TASK TO COMPLETE:
Set down, character for character, everything in the records below from the line holding "I am building" down to the line holding "Summarize the content of the image", and no other line.

THE RECORDS:
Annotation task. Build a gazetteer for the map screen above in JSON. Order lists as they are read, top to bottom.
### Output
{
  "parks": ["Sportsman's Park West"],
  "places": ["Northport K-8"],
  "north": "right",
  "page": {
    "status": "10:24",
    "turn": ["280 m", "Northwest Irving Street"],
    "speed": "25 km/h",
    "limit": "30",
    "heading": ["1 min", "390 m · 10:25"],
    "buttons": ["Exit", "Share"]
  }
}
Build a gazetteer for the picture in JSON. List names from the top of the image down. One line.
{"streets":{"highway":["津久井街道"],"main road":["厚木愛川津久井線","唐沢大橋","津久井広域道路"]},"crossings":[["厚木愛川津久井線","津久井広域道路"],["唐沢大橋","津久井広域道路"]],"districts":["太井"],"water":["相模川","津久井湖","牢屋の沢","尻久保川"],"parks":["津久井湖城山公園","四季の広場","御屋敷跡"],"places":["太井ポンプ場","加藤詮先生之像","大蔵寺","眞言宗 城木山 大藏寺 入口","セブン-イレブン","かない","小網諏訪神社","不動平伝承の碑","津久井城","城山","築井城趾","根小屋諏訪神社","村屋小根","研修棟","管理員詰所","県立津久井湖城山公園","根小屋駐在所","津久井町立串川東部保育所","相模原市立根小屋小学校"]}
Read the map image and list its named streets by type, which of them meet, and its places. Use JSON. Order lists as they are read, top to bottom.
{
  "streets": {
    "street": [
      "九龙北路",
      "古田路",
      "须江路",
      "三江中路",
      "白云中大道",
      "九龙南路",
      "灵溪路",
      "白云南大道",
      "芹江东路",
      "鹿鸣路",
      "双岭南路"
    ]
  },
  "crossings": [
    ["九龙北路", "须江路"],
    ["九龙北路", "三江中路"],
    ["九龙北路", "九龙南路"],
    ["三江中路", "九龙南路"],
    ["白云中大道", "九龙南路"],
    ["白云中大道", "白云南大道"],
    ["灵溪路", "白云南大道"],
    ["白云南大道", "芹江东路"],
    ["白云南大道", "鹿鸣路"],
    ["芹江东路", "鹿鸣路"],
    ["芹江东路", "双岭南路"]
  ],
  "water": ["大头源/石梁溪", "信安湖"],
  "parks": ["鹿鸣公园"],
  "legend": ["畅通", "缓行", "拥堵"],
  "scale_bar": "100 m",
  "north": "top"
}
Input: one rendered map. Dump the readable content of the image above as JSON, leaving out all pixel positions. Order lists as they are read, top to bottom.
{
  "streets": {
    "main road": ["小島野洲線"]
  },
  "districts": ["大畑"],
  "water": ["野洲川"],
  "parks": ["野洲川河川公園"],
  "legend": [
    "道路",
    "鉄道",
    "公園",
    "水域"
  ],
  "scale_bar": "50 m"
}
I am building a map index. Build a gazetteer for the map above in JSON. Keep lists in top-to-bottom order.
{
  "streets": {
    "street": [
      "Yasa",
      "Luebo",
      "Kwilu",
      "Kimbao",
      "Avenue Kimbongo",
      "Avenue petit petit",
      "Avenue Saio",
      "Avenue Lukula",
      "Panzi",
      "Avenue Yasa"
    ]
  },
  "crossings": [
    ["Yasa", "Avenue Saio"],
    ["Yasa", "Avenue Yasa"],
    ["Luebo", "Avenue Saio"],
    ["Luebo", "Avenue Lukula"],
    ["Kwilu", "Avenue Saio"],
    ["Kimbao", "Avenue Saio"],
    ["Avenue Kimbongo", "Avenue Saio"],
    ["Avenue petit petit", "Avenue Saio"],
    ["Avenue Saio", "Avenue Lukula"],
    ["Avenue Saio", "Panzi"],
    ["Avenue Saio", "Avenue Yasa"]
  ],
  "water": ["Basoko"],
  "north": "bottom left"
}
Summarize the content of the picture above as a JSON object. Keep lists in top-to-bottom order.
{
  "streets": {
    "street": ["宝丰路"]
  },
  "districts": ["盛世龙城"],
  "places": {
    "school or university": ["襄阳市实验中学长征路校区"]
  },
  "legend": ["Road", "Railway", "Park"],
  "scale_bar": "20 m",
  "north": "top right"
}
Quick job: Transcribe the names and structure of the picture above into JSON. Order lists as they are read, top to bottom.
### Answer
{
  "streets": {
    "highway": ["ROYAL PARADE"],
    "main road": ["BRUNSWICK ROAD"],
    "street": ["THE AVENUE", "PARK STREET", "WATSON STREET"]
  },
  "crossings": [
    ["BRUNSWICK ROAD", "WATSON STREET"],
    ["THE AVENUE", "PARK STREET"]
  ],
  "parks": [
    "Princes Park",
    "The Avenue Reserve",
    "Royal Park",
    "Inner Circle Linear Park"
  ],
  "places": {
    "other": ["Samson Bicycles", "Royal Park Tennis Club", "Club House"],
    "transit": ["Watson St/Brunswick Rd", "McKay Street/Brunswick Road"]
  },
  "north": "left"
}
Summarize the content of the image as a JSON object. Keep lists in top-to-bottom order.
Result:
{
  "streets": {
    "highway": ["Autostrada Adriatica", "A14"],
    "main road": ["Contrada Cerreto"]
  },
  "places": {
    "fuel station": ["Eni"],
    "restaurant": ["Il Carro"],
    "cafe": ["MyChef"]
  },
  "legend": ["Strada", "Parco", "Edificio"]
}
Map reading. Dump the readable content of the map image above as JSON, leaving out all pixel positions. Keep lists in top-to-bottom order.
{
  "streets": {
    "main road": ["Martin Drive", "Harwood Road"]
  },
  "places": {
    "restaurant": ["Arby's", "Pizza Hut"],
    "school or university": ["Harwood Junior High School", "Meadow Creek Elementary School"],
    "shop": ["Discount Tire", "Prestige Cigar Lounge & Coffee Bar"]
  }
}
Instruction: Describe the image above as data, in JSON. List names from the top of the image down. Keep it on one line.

RESULT OF THE TASK:
I am building a map index. Build a gazetteer for the map above in JSON. Keep lists in top-to-bottom order.
{
  "streets": {
    "street": [
      "Yasa",
      "Luebo",
      "Kwilu",
      "Kimbao",
      "Avenue Kimbongo",
      "Avenue petit petit",
      "Avenue Saio",
      "Avenue Lukula",
      "Panzi",
      "Avenue Yasa"
    ]
  },
  "crossings": [
    ["Yasa", "Avenue Saio"],
    ["Yasa", "Avenue Yasa"],
    ["Luebo", "Avenue Saio"],
    ["Luebo", "Avenue Lukula"],
    ["Kwilu", "Avenue Saio"],
    ["Kimbao", "Avenue Saio"],
    ["Avenue Kimbongo", "Avenue Saio"],
    ["Avenue petit petit", "Avenue Saio"],
    ["Avenue Saio", "Avenue Lukula"],
    ["Avenue Saio", "Panzi"],
    ["Avenue Saio", "Avenue Yasa"]
  ],
  "water": ["Basoko"],
  "north": "bottom left"
}
Summarize the content of the picture above as a JSON object. Keep lists in top-to-bottom order.
{
  "streets": {
    "street": ["宝丰路"]
  },
  "districts": ["盛世龙城"],
  "places": {
    "school or university": ["襄阳市实验中学长征路校区"]
  },
  "legend": ["Road", "Railway", "Park"],
  "scale_bar": "20 m",
  "north": "top right"
}
Quick job: Transcribe the names and structure of the picture above into JSON. Order lists as they are read, top to bottom.
### Answer
{
  "streets": {
    "highway": ["ROYAL PARADE"],
    "main road": ["BRUNSWICK ROAD"],
    "street": ["THE AVENUE", "PARK STREET", "WATSON STREET"]
  },
  "crossings": [
    ["BRUNSWICK ROAD", "WATSON STREET"],
    ["THE AVENUE", "PARK STREET"]
  ],
  "parks": [
    "Princes Park",
    "The Avenue Reserve",
    "Royal Park",
    "Inner Circle Linear Park"
  ],
  "places": {
    "other": ["Samson Bicycles", "Royal Park Tennis Club", "Club House"],
    "transit": ["Watson St/Brunswick Rd", "McKay Street/Brunswick Road"]
  },
  "north": "left"
}
Summarize the content of the image as a JSON object. Keep lists in top-to-bottom order.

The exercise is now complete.